Preface

Why Apache Cassandra?

Apache Cassandra is a free, open source, distributed data storage system that differs sharply from relational database management systems (RDBMSs).

Cassandra first started as an Incubator project at Apache in January of 2009. Shortly thereafter, the committers, led by Apache Cassandra Project Chair Jonathan Ellis, released version 0.3 of Cassandra, and have steadily made releases ever since. Cassandra is being used in production by some of the biggest companies on the Web, including Facebook, Twitter, and Netflix.

Its popularity is due in large part to the outstanding technical features it provides. It is durable, seamlessly scalable, and tuneably consistent. It performs blazingly fast writes, can store hundreds of terabytes of data, and is decentralized and symmetrical so there’s no single point of failure. It is highly available and offers a data model based on the Cassandra Query Language (CQL).

Is This Book for You?

This book is intended for a variety of audiences. It should be useful to you if you are:

  • A developer working with large-scale, high-volume applications, such as Web 2.0 social applications or ecommerce sites

  • An application architect or data architect who needs to understand the available options for high-performance, decentralized, elastic data stores

  • A database administrator or database developer currently working with standard relational database systems who needs to understand how to implement a fault-tolerant, eventually consistent data store

  • A manager who wants to understand the advantages (and disadvantages) of Cassandra and related columnar databases to help make decisions about technology strategy

  • A student, analyst, or researcher who is designing a project related to Cassandra or other non-relational data store options

This book is a technical guide. In many ways, Cassandra represents a new way of thinking about data. Many developers who gained their professional chops in the last 15–20 years have become well versed in thinking about data in purely relational or object-oriented terms. Cassandra’s data model is very different and can be difficult to wrap your mind around at first, especially for those of us with entrenched ideas about what a database is (and should be).

Using Cassandra does not mean that you have to be a Java developer. However, Cassandra is written in Java, so if you’re going to dive into the source code, a solid understanding of Java is crucial. Although it’s not strictly necessary to know Java, it can help you to better understand exceptions, how to build the source code, and how to use some of the popular clients. Many of the examples in this book are in Java. But because of the interface used to access Cassandra, you can use Cassandra from a wide variety of languages, including C#, Python, node.js, PHP, and Ruby.

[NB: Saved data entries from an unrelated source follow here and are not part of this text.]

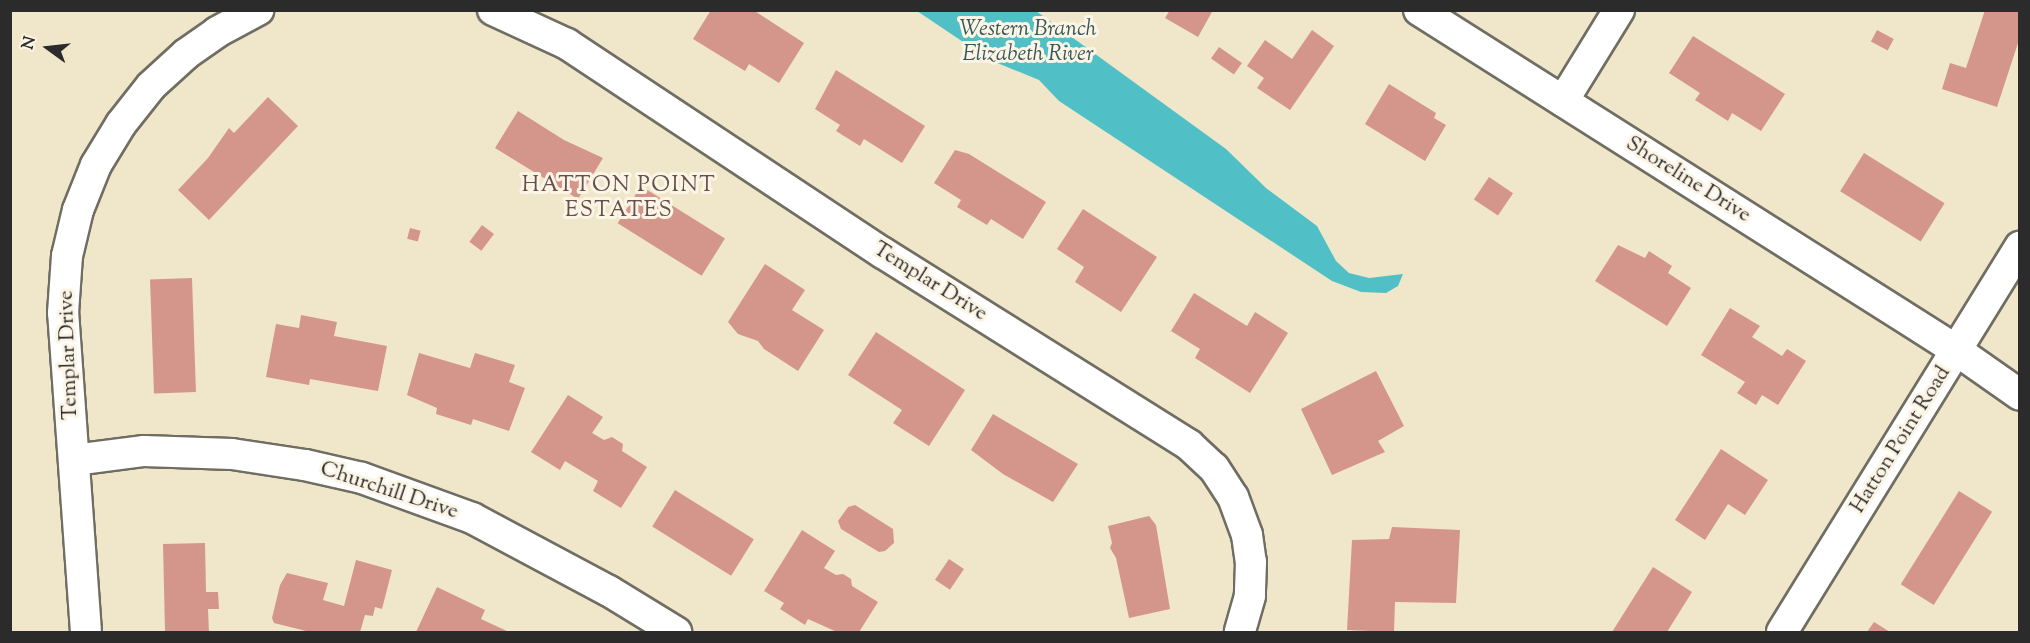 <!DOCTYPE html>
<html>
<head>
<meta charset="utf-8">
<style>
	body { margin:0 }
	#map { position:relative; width:2030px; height:643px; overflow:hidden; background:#f0e7ca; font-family:"Sorts Mill Goudy",serif }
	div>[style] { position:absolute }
	.water>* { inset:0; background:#51c0c6 }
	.building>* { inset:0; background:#d4958b; transform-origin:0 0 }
	.roads { filter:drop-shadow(2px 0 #706d63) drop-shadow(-2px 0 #706d63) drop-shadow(0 2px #706d63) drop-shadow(0 -2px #706d63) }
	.minor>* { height:30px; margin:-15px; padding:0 15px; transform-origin:15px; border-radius:15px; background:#fff }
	span { translate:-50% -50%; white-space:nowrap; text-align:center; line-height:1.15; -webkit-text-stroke:6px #fcf5e5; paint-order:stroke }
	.street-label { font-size:21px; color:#2b2b2b }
	.water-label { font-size:22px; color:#36585a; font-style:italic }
	.neighbourhood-label { font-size:22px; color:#66504d; letter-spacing:1.5px }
	.frame { position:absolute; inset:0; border:12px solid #2b2b2b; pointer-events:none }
	.north { position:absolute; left:18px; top:18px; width:60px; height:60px; -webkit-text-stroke:4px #fcf5e5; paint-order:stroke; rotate:285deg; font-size:16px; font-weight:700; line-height:24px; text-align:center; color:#2b2b2b }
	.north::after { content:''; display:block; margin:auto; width:21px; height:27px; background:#2b2b2b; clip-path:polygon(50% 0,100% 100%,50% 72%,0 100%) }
</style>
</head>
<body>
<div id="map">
	<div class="water">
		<div style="clip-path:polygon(917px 11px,1036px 11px,1226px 149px,1266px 188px,1317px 226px,1336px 261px,1349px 273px,1369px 278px,1403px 274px,1398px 286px,1386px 293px,1361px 292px,1332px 281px,1059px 101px,1039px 80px,990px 60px)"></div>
	</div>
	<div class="building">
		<div style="clip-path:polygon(711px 10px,753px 10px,804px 43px,779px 83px,749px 64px,745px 71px,693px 39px)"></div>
		<div style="clip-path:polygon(1170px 10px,1213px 10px,1198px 37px,1165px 18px)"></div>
		<div style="clip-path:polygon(1985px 10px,2020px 10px,2020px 37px,1997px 107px,1942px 89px,1950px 63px,1966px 68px)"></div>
		<div style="clip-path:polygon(1312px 30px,1334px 46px,1290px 110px,1257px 88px,1264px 78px,1247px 66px,1265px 40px,1292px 59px)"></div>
		<div style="left:1877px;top:30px;width:19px;height:13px;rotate:28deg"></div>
		<div style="clip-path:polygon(1693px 36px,1785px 94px,1761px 131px,1732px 113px,1728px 121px,1695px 100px,1700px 93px,1669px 73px)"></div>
		<div style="left:1219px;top:47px;width:28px;height:14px;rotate:35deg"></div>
		<div style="clip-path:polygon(836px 70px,925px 126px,902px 163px,864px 139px,860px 146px,836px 131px,840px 125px,815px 109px)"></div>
		<div style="clip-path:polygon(1389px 84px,1436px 113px,1434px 118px,1446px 125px,1425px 161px,1365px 124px)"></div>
		<div style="clip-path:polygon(268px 97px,298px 126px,209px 220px,178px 190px,208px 158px,229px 128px,234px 133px)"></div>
		<div style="clip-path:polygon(518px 111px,564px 140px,603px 158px,578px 199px,495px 148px)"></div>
		<div style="clip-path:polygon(955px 150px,969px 154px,1046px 202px,1023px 239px,991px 219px,987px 225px,957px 207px,961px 200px,934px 183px)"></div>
		<div style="left:1864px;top:153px;width:95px;height:45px;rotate:32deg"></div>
		<div style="left:1489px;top:177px;width:29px;height:27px;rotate:34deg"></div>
		<div style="left:641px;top:186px;width:99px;height:44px;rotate:32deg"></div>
		<div style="clip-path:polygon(1083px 209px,1157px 257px,1121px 312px,1075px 282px,1084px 267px,1057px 249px)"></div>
		<div style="left:482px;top:225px;width:15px;height:21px;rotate:37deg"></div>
		<div style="left:410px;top:228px;width:11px;height:11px;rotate:15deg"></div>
		<div style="clip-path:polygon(1618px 245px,1645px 258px,1649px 251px,1672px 266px,1668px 273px,1691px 288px,1667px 326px,1595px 281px)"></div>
		<div style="clip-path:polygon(765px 264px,805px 290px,792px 310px,824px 330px,798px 371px,764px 349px,758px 341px,738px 334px,728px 322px)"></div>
		<div style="left:192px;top:278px;width:114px;height:42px;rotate:88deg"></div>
		<div style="clip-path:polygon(1194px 293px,1247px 326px,1255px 312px,1288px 333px,1250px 393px,1195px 358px,1200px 349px,1171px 331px)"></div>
		<div style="clip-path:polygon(1730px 308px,1760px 326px,1752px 337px,1782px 356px,1787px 349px,1806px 361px,1778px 405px,1762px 395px,1756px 405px,1737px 393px,1745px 382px,1701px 355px)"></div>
		<div style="clip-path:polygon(301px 315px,337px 322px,334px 336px,387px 346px,378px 391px,310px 379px,309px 385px,266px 377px,276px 324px,299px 328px)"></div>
		<div style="clip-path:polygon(876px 332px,965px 390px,929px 446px,893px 423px,902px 410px,848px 375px)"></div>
		<div style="clip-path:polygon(419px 353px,470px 368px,475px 353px,515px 365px,509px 382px,525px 388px,509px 431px,473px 419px,471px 425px,436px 414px,437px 408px,407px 395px)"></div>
		<div style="clip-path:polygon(1376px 371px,1404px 426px,1378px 441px,1385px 452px,1332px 475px,1301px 409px)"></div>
		<div style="clip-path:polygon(568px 395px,603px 417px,592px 433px,604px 440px,612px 437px,623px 444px,622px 451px,647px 467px,621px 508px,593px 491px,598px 481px,565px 461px,560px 470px,531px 452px)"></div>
		<div style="clip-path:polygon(993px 414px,1078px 464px,1053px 502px,1003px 474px,971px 450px)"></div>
		<div style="clip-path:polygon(1721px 449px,1768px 480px,1745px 515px,1728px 504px,1705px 540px,1675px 520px)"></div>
		<div style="left:675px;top:490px;width:93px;height:43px;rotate:32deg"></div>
		<div style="left:1959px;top:491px;width:39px;height:110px;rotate:32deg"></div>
		<div style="clip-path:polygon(855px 505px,893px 529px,894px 543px,885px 551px,879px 552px,841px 529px,838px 521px,848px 507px)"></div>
		<div style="clip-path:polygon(1149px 516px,1156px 525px,1170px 609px,1129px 618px,1116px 558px,1110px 548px,1112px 543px,1108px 526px)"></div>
		<div style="clip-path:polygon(1392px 527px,1460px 530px,1456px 603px,1395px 602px,1394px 632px,1347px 630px,1352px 540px,1389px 539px)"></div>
		<div style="clip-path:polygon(802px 530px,835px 551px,824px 568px,836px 575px,843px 574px,851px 579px,852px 586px,878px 602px,859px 632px,837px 632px,808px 619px,805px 625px,780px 609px,784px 603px,764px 591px)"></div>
		<div style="clip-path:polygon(205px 543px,206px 592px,218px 592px,219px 609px,208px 609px,209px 632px,165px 632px,163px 544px)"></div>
		<div style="left:949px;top:559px;width:18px;height:25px;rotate:34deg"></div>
		<div style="clip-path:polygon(356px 560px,392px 570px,382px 609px,375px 607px,373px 616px,365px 615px,360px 632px,310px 632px,274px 623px,272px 618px,280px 585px,287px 573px,328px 583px,323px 600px,344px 606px)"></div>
		<div style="clip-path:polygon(1653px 567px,1692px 592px,1667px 632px,1612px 632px)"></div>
		<div style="clip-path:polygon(437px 587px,485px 610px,481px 619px,509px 632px,416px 632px)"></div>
		<div style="clip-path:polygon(1874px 622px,1890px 632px,1867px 632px)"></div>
	</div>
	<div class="roads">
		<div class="minor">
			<div style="left:493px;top:10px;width:81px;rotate:24.7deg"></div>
			<div style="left:567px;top:44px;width:379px;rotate:33.5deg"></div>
			<div style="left:883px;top:253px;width:361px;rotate:32.1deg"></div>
			<div style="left:1189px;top:445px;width:34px;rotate:43deg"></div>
			<div style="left:1214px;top:468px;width:35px;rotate:57deg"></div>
			<div style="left:1233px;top:497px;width:40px;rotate:69.8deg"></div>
			<div style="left:1247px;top:535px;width:27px;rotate:82deg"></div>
			<div style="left:1251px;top:562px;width:34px;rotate:92deg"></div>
			<div style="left:1250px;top:596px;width:37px;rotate:106deg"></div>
			<div style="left:1419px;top:10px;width:636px;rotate:32.34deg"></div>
			<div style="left:1956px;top:350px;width:78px;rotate:35.1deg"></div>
			<div style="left:1563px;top:101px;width:107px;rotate:-58.4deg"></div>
			<div style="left:74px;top:460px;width:71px;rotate:-7.3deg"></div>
			<div style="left:144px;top:451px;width:88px;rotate:2deg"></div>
			<div style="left:232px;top:454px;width:74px;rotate:8.6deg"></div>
			<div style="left:305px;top:465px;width:58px;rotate:12.8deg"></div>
			<div style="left:362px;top:478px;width:117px;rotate:20deg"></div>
			<div style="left:472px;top:518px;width:155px;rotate:28.1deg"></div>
			<div style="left:609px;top:591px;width:79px;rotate:31.5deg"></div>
			<div style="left:86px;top:632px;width:320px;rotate:-94.1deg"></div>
			<div style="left:63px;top:313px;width:57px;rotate:-86deg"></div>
			<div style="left:67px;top:256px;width:47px;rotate:-76.6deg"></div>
			<div style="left:78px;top:210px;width:48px;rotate:-68.2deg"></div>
			<div style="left:96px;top:165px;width:48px;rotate:-58.6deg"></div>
			<div style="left:121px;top:124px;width:48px;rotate:-51.7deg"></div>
			<div style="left:151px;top:86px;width:47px;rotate:-42.4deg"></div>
			<div style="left:186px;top:54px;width:38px;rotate:-35deg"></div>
			<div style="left:217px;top:32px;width:47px;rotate:-28.2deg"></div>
			<div style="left:1782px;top:632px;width:453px;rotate:-58.3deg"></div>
		</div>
	</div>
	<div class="street-label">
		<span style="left:1688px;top:180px;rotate:32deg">Shoreline Drive</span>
		<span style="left:930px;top:282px;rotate:32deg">Templar Drive</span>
		<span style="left:69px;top:355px;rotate:-92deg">Templar Drive</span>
		<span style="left:1901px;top:440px;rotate:-58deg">Hatton Point Road</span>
		<span style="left:389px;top:491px;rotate:18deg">Churchill Drive</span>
	</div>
	<div class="water-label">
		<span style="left:1028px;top:43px">Western Branch<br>Elizabeth River</span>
	</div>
	<div class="neighbourhood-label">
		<span style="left:619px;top:199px">HATTON POINT<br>ESTATES</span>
	</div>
	<div class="frame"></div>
	<div class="north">N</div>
</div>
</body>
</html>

Finally, it is assumed that you have a good understanding of how the Web works, can use an integrated development environment (IDE), and are somewhat familiar with the typical concerns of data-driven applications. You might be a well-seasoned developer or administrator but still, on occasion, encounter tools used in the Cassandra world that you’re not familiar with. For example, Apache Ant is used to build Cassandra, and the Cassandra source code is available via Git. In cases where we speculate that you’ll need to do a little setup of your own in order to work with the examples, we try to support that.

What’s in This Book?

This book is designed with the chapters acting, to a reasonable extent, as standalone guides. This is important for a book on Cassandra, which has a variety of audiences and is changing rapidly. To borrow from the software world, the book is designed to be “modular.” If you’re new to Cassandra, it makes sense to read the book in order; if you’ve passed the introductory stages, you will still find value in later chapters, which you can read as standalone guides.

Here is how the book is organized:

Chapter 1, Beyond Relational Databases

This chapter reviews the history of the enormously successful relational database and the recent rise of non-relational database technologies like Cassandra.

Chapter 2, Introducing Cassandra

This chapter introduces Cassandra and discusses what’s exciting and different about it, where it came from, and what its advantages are.

Chapter 3, Installing Cassandra

This chapter walks you through installing Cassandra, getting it running, and trying out some of its basic features.

Chapter 4, The Cassandra Query Language

Here we look at Cassandra’s data model, highlighting how it differs from the traditional relational model. We also explore how this data model is expressed in the Cassandra Query Language (CQL).

Chapter 5, Data Modeling

This chapter introduces principles and processes for data modeling in Cassandra. We analyze a well-understood domain to produce a working schema.

Chapter 6, The Cassandra Architecture

This chapter helps you understand what happens during read and write operations and how the database accomplishes some of its notable aspects, such as durability and high availability. We go under the hood to understand some of the more complex inner workings, such as the gossip protocol, hinted handoffs, read repairs, Merkle trees, and more.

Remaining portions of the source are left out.